Laser Raman scattering measurements of differential molecular diffusion in nonreacting turbulent jets of H2/CO2 mixing with air

Abstract

In this paper we report measurements of differential diffusion in nonreacting jet flows. Pulsed laser Raman scattering spectroscopy is used to measure species concentrations in nonreacting jets of H2/CO2 into air over a range of Reynolds numbers from 1000 to 64 000. Measurements are also made in strained laminar opposed flows of H2/CO2 against air, where differential diffusion effects on relative species concentrations are observed to be independent of strain rate. In laminar opposed flows and in a laminar jet (Re=1000), measurements of average species concentrations show significant differential diffusion effects.

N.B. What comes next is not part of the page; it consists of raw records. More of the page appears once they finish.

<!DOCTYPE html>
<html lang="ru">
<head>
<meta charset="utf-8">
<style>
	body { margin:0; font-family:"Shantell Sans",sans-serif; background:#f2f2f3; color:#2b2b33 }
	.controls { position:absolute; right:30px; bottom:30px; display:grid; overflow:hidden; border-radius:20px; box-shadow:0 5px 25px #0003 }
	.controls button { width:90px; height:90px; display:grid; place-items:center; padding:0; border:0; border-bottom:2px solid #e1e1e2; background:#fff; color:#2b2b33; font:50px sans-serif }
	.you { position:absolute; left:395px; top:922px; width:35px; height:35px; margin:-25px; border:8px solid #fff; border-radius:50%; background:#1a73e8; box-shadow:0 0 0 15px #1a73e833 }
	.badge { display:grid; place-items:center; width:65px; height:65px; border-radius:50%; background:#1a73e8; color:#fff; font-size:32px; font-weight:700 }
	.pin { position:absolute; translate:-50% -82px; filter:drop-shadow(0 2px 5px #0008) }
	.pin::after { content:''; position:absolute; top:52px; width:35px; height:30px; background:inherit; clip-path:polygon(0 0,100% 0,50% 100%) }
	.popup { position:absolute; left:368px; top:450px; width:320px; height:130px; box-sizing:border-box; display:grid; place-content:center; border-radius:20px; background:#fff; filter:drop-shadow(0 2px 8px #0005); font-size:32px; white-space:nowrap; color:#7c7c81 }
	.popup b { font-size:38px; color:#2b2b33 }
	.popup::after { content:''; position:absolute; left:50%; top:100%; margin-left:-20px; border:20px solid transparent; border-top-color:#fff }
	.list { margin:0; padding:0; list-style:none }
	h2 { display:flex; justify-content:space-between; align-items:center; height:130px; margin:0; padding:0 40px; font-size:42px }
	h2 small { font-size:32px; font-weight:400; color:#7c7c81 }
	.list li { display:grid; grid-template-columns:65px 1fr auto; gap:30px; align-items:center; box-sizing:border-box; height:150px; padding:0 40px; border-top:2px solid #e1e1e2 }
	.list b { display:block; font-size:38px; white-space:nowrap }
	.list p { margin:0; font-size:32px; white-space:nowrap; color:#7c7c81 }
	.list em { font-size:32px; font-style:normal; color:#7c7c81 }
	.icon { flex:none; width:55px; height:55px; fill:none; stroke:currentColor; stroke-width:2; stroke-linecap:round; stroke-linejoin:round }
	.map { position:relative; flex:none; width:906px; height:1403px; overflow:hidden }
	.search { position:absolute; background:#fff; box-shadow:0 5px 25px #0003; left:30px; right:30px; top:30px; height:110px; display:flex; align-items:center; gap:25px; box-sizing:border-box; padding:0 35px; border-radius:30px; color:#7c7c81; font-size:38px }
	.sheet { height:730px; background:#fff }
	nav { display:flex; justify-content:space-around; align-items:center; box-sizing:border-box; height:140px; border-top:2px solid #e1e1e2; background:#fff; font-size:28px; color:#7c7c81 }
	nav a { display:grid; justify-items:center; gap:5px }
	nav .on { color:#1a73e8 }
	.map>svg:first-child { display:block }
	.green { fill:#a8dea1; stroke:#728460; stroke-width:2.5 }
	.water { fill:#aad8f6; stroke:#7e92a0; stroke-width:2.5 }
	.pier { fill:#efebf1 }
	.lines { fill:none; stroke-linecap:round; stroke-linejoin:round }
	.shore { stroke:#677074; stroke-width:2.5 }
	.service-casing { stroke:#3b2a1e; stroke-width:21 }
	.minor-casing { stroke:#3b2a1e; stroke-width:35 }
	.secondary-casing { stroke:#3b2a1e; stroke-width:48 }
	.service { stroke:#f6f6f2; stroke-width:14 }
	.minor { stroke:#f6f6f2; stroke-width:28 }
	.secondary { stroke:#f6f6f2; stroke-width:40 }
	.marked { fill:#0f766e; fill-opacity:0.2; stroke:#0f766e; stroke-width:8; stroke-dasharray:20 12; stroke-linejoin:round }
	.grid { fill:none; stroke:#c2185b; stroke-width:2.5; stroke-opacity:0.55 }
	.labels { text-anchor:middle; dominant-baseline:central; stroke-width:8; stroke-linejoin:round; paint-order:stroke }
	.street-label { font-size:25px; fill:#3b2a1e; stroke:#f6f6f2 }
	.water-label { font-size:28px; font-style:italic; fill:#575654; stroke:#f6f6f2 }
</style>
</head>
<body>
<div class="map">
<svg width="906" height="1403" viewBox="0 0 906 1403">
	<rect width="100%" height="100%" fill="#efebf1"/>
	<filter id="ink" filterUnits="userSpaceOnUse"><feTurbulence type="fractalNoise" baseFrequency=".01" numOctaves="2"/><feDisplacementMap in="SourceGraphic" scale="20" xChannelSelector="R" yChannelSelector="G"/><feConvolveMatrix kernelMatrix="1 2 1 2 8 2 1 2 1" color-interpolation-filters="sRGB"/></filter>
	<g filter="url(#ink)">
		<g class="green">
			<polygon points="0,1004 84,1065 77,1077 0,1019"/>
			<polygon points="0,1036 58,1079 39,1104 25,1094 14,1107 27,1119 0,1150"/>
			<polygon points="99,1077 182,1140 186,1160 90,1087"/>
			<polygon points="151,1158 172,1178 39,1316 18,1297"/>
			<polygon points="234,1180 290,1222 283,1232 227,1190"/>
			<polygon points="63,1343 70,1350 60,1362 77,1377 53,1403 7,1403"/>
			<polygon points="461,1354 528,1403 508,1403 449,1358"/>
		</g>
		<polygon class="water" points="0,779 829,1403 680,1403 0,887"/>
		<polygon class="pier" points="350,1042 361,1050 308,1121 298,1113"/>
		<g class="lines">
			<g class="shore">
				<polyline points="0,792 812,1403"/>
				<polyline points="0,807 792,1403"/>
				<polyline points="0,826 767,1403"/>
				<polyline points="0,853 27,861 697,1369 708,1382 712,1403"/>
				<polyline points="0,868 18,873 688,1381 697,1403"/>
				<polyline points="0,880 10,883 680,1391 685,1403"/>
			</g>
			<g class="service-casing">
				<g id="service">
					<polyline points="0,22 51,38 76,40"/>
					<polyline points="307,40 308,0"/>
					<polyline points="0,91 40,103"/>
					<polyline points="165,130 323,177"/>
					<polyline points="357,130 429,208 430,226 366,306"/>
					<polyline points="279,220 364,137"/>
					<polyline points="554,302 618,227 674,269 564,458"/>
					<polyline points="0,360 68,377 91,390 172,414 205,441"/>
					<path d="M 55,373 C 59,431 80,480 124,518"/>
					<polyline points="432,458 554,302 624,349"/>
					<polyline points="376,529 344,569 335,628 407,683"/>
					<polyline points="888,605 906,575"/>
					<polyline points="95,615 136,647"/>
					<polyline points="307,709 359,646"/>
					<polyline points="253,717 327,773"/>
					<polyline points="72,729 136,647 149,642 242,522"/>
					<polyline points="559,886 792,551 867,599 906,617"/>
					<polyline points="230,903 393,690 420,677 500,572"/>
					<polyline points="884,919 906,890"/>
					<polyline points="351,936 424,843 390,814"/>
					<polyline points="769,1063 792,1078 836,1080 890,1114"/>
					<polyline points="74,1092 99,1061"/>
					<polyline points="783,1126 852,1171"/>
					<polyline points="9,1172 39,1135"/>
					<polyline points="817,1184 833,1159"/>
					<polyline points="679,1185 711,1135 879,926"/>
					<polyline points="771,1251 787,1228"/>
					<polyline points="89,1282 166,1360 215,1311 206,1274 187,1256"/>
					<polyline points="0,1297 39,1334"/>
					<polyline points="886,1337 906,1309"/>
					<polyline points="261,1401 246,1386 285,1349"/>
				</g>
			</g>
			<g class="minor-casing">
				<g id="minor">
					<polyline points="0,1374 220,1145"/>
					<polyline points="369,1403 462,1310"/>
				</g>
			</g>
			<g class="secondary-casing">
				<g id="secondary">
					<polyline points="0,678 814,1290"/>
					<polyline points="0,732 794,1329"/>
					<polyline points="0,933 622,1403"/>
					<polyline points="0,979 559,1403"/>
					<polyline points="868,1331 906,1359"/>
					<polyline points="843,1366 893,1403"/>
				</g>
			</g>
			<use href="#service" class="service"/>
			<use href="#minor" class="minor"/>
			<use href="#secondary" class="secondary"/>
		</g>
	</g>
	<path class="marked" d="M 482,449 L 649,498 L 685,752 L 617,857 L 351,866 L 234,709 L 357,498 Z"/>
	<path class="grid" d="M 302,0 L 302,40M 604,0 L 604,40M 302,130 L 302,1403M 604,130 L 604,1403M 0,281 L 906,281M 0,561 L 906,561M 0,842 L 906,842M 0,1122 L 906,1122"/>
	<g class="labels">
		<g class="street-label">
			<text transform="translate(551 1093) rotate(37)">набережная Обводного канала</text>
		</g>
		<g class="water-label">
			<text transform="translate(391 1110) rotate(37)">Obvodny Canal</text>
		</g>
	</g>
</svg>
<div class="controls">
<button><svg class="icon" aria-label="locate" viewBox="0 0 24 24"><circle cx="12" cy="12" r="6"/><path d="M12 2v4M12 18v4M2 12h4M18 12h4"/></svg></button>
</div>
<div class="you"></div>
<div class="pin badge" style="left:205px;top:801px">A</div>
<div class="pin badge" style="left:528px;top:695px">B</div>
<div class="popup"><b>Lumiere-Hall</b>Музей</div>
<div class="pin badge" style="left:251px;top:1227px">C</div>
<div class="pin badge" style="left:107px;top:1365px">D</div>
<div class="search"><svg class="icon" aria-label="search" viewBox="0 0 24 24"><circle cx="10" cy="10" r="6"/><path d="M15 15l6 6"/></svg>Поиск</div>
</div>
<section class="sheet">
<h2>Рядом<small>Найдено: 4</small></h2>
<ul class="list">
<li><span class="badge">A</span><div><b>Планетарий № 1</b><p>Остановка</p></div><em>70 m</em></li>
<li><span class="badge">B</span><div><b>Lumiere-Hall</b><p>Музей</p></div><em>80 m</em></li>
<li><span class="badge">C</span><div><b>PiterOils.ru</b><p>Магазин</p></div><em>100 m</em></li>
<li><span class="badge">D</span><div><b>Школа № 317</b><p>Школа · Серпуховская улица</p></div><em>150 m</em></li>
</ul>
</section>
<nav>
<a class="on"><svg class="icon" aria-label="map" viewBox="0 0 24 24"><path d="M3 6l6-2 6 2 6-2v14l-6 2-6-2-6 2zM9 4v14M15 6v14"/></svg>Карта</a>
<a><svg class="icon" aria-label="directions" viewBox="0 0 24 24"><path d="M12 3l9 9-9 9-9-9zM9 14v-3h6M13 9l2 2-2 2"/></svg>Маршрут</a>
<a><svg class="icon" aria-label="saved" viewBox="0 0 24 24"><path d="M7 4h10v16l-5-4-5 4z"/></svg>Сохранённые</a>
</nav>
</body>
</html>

In jet flows of higher Reynolds numbers, only instantaneous species concentrations are affected by differential diffusion; measured species concentrations are the same, on average, as the species concentrations that would have been observed if all species diffusivities were equal. Instantaneous differential diffusion effects in turbulent jets are quantified by the variance of a differential diffusion variable z, where z is the difference between the normalized mole fractions of H2 and CO2 (and normalization refers to dividing each species mole fraction by the mole fraction of that species in pure jet fluid). Measurements show that zRMS diminishes with increasing Reynolds number. Histograms of z show negative skewness in the low Reynolds number jet. At higher Reynolds numbers the histograms become more symmetric, although asymmetries do remain at higher Reynolds numbers in the data obtained near the jet edge, where there is an interface between jet fluid and coflowing air.